Jun 29, 2005 13:42
Okay so I'm going to take a little time today and rant. I'm afraid some of the things I say may offend some people who might happen upon this journal but I honestly don't care. No one on my friends list is like this so friends do not be offended. I'm not referring to any of you. I've been reading some random journals and some myspace blogs and some xanga stuff out of pure boredom at work and let me tell you, there are so many people out there that every single day blog about how dark and deep and depressed they are. Okay, I understand that some people seriously are depressed and have a lot of crazy emotional stuff going on but some of these people are all like I don't know who I am and neither does anyone else, oh gosh please define me and tell me what my life's purpose is so I'm not so miserable and wrapped up into this cocoon of self hatred. Here's my message to these certain few. PLEASE GET OVER YOURSELF! Who gives a rip? Everything is such a double standard. They are so starved for attention that they want to be "non-conformists" who all in all are just another group of people conforming to another way of life which in reality gets them no attention except for the disapproving stares of adults in the mall when they gaze upon their "Look-at-me-my-favorite-color-is-black-I-like-the-way-my-chains-clank-and-I-refuse-to-get-a-job-because-that-
might-mean-I-have-conformed-to-some-social-norm" wardrobes. So in going out of their way to get attention by being "non-conformists" they really get no attention at all because people just write them off. (By the way, if your favorite color is black and you wear chains I'm not necessarily talking to you if this is not in fact your frame of mind I'm speaking of.) They're also like Oh please help me I'm crying out and no one is listening, blah, blah, blah. So when you extend your hand and are like here let me help you through this it's all, I'm too dark for you you could never understand me so stop trying to define me. What the freak?! Fine! Why don't you just go write some crappy poem about how deep and dark your life is, which in all actuality isn't at all what your life really is and paint a picture of a big black hole or a heart with a dagger through it and call it your life. The reality of it is most of these kids are spoiled, rich, suburban American youths who by all definitions of material wealth are the luckiest terds on the planet.

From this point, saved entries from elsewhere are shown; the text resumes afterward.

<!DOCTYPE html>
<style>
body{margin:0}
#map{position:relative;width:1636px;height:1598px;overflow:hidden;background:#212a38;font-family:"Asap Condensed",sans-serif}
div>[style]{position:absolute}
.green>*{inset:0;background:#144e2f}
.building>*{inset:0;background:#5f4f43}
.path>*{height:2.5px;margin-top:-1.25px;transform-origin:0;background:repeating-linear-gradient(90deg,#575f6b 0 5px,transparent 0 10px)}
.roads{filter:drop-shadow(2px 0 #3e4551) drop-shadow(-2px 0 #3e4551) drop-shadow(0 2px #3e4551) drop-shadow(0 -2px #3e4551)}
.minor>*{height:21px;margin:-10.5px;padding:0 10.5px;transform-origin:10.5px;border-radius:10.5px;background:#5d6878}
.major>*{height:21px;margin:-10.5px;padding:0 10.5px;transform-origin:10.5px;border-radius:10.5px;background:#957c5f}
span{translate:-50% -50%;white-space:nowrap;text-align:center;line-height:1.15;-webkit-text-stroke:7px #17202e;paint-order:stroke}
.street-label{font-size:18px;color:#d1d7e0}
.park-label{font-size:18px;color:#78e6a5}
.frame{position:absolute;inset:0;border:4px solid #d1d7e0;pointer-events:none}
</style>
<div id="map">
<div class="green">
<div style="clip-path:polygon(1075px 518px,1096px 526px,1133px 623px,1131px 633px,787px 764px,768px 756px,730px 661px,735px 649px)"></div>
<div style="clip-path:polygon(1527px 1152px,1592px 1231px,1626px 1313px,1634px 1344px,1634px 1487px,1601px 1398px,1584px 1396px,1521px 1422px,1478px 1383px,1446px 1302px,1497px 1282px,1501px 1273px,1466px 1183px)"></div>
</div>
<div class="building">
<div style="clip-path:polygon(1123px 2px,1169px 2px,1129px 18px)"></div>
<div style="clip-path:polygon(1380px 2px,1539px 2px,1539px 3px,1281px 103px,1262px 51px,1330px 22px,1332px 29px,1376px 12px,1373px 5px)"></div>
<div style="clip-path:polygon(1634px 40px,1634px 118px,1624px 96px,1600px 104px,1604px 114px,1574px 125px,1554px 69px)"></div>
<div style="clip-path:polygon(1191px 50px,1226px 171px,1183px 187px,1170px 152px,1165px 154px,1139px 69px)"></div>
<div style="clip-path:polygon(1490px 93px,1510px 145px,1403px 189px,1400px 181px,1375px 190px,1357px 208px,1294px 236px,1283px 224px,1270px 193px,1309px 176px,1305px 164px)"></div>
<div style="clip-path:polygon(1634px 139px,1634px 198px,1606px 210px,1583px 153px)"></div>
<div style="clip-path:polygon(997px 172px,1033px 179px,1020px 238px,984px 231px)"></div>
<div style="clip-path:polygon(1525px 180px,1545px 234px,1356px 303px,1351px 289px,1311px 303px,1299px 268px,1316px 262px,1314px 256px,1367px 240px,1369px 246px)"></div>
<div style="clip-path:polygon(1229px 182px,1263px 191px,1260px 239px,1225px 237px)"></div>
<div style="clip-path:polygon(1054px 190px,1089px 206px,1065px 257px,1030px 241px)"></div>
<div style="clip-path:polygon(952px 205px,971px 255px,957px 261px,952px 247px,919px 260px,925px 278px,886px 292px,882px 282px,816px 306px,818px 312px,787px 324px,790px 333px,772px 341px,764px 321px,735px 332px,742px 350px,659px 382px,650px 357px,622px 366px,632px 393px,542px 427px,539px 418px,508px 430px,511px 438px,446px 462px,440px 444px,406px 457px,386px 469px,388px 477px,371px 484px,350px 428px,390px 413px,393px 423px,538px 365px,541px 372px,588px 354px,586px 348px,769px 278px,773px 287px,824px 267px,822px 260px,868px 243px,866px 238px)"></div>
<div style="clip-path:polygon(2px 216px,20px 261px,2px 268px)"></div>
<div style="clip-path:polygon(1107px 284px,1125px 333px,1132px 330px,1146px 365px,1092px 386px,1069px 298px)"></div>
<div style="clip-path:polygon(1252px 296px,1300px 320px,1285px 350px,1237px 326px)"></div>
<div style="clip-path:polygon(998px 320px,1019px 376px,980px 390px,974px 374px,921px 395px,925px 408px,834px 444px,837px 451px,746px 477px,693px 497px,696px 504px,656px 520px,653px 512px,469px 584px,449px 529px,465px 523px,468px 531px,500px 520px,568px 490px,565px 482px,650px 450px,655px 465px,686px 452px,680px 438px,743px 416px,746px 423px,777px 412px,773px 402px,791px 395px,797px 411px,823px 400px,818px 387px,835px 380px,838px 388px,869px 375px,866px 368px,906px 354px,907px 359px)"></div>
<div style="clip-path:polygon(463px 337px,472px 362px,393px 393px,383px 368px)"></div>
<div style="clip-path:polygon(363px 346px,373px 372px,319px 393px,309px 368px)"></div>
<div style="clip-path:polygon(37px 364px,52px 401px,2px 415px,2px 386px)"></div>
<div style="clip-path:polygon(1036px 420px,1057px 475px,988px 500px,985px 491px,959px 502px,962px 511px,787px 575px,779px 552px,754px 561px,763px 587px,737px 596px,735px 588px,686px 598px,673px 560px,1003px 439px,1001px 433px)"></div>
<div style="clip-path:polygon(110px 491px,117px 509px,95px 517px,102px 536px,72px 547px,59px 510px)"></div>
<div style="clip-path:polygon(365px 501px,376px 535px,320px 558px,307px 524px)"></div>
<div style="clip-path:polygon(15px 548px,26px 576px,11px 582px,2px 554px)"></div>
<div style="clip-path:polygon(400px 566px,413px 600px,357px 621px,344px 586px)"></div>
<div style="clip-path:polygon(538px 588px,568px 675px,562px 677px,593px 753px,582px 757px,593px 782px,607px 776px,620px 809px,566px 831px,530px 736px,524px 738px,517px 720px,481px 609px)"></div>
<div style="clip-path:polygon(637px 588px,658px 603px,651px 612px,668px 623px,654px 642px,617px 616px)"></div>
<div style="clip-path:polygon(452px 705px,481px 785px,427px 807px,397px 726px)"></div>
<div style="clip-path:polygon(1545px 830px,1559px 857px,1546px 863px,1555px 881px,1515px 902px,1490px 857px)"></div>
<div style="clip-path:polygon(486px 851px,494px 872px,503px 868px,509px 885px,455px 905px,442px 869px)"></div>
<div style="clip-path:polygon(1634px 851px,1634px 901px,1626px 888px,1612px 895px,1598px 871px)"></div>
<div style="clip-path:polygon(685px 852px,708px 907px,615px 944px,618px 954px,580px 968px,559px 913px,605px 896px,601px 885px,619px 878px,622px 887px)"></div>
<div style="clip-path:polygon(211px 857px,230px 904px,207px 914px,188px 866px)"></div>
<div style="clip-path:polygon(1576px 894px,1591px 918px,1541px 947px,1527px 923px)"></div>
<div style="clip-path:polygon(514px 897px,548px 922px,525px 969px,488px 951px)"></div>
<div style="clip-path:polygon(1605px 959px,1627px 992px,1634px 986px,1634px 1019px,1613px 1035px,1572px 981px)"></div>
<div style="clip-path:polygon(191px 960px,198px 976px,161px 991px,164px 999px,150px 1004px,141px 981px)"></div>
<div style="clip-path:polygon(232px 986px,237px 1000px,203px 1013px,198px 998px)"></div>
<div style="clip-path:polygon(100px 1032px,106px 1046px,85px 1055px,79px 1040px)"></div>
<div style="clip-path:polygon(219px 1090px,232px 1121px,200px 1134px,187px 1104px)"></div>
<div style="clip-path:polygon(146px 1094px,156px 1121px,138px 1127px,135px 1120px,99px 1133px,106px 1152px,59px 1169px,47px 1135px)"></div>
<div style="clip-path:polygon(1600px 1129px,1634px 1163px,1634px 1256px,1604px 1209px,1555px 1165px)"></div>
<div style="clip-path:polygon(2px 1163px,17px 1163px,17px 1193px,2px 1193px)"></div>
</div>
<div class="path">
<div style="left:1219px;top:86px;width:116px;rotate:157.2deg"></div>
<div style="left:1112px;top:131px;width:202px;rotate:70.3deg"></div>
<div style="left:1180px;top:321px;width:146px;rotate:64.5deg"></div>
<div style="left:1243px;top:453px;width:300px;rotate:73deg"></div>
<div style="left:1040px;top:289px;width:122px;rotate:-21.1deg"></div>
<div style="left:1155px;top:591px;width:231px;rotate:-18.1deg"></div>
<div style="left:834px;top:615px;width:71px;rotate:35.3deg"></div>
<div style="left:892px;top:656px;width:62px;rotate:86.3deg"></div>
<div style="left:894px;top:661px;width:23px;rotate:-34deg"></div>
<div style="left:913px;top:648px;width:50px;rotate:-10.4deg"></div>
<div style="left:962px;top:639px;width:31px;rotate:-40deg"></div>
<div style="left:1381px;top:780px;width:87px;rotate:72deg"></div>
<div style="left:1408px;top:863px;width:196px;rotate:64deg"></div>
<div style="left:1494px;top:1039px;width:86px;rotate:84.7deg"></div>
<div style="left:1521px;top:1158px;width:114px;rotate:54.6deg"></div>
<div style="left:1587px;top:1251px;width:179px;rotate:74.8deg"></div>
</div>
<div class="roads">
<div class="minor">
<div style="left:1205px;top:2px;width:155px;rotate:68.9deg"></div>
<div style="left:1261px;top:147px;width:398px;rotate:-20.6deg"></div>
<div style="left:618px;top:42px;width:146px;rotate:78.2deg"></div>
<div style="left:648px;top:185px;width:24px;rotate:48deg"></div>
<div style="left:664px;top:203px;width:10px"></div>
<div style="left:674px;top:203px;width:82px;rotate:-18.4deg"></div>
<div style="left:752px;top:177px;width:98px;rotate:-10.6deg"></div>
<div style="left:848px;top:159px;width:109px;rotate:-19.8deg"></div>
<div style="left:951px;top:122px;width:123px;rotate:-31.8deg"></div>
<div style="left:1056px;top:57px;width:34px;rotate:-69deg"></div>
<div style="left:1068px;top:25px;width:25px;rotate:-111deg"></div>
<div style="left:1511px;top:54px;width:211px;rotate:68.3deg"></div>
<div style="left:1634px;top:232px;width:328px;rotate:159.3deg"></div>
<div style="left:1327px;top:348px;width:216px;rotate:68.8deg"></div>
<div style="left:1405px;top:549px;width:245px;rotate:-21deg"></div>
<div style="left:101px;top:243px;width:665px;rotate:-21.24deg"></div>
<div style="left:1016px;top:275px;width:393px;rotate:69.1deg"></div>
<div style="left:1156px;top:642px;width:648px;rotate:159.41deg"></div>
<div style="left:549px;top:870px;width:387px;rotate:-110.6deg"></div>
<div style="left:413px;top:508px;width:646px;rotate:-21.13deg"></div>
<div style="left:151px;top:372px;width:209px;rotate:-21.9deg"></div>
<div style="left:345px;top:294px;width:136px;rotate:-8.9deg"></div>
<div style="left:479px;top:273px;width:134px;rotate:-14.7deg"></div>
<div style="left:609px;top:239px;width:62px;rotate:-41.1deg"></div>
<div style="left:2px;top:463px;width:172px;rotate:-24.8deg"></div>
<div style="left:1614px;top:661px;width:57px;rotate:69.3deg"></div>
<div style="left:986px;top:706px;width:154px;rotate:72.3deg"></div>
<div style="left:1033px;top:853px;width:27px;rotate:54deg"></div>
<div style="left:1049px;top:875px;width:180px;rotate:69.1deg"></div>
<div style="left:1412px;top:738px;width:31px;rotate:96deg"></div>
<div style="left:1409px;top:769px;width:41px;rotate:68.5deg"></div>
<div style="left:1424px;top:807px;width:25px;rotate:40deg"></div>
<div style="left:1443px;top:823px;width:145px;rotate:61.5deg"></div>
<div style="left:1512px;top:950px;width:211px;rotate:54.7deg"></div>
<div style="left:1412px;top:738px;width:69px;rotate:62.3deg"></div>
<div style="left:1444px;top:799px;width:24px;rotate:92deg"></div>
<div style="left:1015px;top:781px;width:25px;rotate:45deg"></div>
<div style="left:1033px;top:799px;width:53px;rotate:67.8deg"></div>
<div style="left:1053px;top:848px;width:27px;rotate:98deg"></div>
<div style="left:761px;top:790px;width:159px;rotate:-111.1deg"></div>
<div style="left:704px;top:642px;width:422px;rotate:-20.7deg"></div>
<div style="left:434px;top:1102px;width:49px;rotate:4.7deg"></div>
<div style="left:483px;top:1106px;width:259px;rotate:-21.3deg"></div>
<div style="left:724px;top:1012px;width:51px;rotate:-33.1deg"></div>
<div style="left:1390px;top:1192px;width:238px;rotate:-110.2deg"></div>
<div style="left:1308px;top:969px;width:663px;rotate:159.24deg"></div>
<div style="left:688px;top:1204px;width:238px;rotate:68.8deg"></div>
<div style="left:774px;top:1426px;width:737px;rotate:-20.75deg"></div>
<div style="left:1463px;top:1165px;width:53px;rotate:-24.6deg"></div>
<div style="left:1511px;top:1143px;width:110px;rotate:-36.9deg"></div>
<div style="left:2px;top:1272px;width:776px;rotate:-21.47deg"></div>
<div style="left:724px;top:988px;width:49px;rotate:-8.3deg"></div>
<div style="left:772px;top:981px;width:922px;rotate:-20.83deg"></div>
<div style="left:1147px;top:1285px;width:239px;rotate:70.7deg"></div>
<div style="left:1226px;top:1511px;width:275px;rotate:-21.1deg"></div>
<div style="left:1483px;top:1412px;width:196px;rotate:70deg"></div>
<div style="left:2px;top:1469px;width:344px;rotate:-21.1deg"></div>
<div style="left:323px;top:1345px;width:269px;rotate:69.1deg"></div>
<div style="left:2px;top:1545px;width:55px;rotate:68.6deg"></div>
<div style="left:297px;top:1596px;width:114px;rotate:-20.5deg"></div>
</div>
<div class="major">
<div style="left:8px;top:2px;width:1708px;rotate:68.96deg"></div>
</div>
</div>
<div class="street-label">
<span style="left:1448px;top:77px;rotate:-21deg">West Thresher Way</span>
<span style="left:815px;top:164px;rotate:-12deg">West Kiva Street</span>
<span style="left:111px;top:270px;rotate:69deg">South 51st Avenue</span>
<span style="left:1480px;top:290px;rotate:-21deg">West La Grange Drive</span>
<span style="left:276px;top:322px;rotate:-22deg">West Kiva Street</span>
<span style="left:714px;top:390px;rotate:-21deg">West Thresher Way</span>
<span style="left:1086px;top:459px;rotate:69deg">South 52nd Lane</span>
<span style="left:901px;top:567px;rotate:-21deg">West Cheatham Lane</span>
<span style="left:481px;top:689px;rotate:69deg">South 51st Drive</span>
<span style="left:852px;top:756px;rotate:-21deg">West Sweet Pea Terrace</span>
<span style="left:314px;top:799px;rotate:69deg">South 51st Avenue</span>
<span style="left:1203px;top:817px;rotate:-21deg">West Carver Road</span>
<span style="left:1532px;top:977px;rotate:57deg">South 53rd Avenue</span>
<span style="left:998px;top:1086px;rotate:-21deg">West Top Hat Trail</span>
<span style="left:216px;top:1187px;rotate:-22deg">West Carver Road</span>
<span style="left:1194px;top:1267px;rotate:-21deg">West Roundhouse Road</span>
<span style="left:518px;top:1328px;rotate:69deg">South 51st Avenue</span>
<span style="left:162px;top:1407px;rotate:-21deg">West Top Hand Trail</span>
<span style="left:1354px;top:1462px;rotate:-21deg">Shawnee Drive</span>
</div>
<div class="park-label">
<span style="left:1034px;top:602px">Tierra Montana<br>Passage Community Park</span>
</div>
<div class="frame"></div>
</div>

Now don't get me wrong. I don't hate these kids or even dislike them per say. I just hate that they are so caught up in themselves that they are blind to the truth. The truth is that there are billions, need I repeat BILLIONS of people, little kids, moms, dads, teenagers, STARVING TO DEATH!! Dying of rampant, painful, disgusting, inside eating diseases every single day in this world. I'm not trying to be some Peace Corp junkie or something like that I'm just saying think about what a blog entry from one of those kids would sound like. Probably something along the lines of:
"Dear Diary,
I found some sewer water today and got to drink it. It was amazing. Then I happened upon a
huge pile of rotted bananas. They were delicious. Praise the Lord for this amazing day!"
Now I know I grumble and complain like everyone else but to take it to the extreme of whining about how your parents ground you cause they don't get you and that being the worst thing that could ever happen to a human being is a LOT ridiculous. So if anyone of these people happens across this journal entry, I love you but get over yourself. Pick a flower. Go for a swim. Eat a steak and be glad that you can. Enjoy life and the unknown. If it was all lined out for you there would be no surprise or adventure. Be confident in who and what you are whatever that might be. Know that you, more than any other person deserve all of your love and affection. (Ghandi) Be patient with all that is unsolved in your heart and learn to love the questions themselves. Smile! It's the next best thing to do with your lips!
And on that note, I'm stepping down from my soapbox. Peace out homies!